**INPUT MATERIAL:**
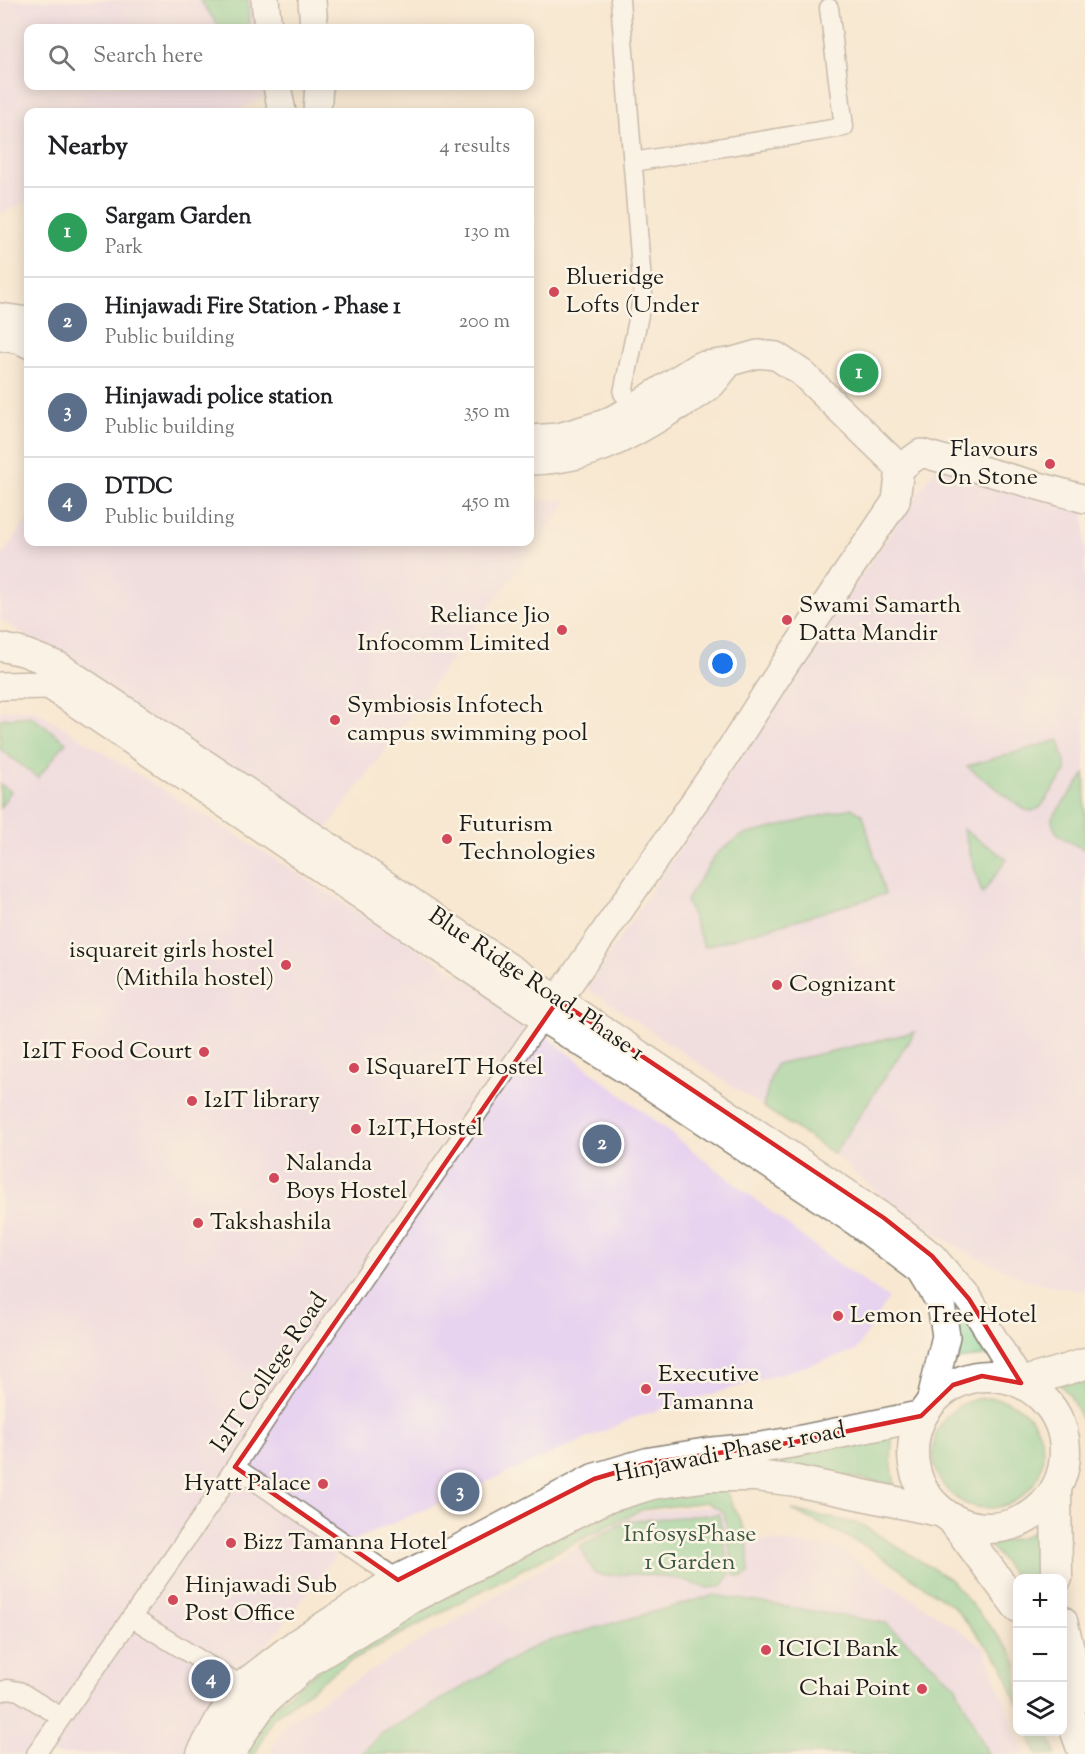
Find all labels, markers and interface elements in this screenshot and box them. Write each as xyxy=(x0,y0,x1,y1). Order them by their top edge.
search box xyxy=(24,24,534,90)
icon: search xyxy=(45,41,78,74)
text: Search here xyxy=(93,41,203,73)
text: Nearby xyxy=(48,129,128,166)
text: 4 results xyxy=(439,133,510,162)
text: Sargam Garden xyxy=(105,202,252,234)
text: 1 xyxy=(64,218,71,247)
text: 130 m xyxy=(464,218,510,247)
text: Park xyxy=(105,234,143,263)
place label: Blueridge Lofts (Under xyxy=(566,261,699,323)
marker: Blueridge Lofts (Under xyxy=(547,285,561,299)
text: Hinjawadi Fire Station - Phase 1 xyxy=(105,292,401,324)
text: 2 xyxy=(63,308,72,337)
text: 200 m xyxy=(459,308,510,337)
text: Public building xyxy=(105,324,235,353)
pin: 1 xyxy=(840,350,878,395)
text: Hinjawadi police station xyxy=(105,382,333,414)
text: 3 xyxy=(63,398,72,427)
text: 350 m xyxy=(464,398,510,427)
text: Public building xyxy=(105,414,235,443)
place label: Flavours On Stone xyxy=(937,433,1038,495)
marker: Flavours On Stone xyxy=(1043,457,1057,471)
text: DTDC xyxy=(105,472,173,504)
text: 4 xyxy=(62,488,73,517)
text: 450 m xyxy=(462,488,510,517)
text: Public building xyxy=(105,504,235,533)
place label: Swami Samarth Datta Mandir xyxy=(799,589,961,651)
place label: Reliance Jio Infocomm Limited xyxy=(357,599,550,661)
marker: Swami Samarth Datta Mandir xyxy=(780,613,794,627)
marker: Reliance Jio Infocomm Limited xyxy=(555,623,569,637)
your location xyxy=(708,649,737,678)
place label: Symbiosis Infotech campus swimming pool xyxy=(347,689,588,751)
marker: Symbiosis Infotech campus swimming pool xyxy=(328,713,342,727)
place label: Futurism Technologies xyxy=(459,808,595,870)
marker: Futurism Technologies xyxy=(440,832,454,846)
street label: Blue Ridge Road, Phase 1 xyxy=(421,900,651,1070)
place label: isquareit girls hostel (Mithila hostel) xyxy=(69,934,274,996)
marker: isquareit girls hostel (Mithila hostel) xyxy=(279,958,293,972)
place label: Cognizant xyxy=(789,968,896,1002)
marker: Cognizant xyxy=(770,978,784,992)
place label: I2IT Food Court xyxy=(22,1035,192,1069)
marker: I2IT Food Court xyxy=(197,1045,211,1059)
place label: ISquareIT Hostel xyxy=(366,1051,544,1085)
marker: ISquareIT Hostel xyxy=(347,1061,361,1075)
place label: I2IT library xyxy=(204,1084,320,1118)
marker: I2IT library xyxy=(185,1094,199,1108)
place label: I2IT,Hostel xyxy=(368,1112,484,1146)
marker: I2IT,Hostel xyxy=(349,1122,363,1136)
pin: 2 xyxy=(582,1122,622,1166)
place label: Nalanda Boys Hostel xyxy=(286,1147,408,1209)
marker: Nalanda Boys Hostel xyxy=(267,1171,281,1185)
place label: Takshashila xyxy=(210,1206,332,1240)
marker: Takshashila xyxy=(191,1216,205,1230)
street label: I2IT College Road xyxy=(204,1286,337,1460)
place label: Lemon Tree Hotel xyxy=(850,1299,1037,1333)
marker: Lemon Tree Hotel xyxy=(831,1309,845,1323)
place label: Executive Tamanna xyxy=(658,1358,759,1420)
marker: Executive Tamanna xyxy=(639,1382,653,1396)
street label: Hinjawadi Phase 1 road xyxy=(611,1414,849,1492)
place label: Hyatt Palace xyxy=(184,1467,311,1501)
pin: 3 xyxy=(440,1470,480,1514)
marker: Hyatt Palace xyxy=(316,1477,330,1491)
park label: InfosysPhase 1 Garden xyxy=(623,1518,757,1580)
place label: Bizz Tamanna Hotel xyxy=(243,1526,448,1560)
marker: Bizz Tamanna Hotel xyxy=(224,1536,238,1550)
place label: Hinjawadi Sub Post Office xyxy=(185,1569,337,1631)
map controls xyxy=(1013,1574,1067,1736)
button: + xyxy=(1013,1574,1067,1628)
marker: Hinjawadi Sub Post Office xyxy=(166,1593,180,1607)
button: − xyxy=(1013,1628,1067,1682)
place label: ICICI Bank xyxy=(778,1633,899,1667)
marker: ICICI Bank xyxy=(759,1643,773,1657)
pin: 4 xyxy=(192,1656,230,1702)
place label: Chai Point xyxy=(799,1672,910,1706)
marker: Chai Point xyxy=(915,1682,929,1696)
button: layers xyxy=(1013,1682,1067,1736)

**REQUIREMENT:**
Return only the number of lines in the preceding records that contain the string "pool".

**TASK RESPONSE:**
2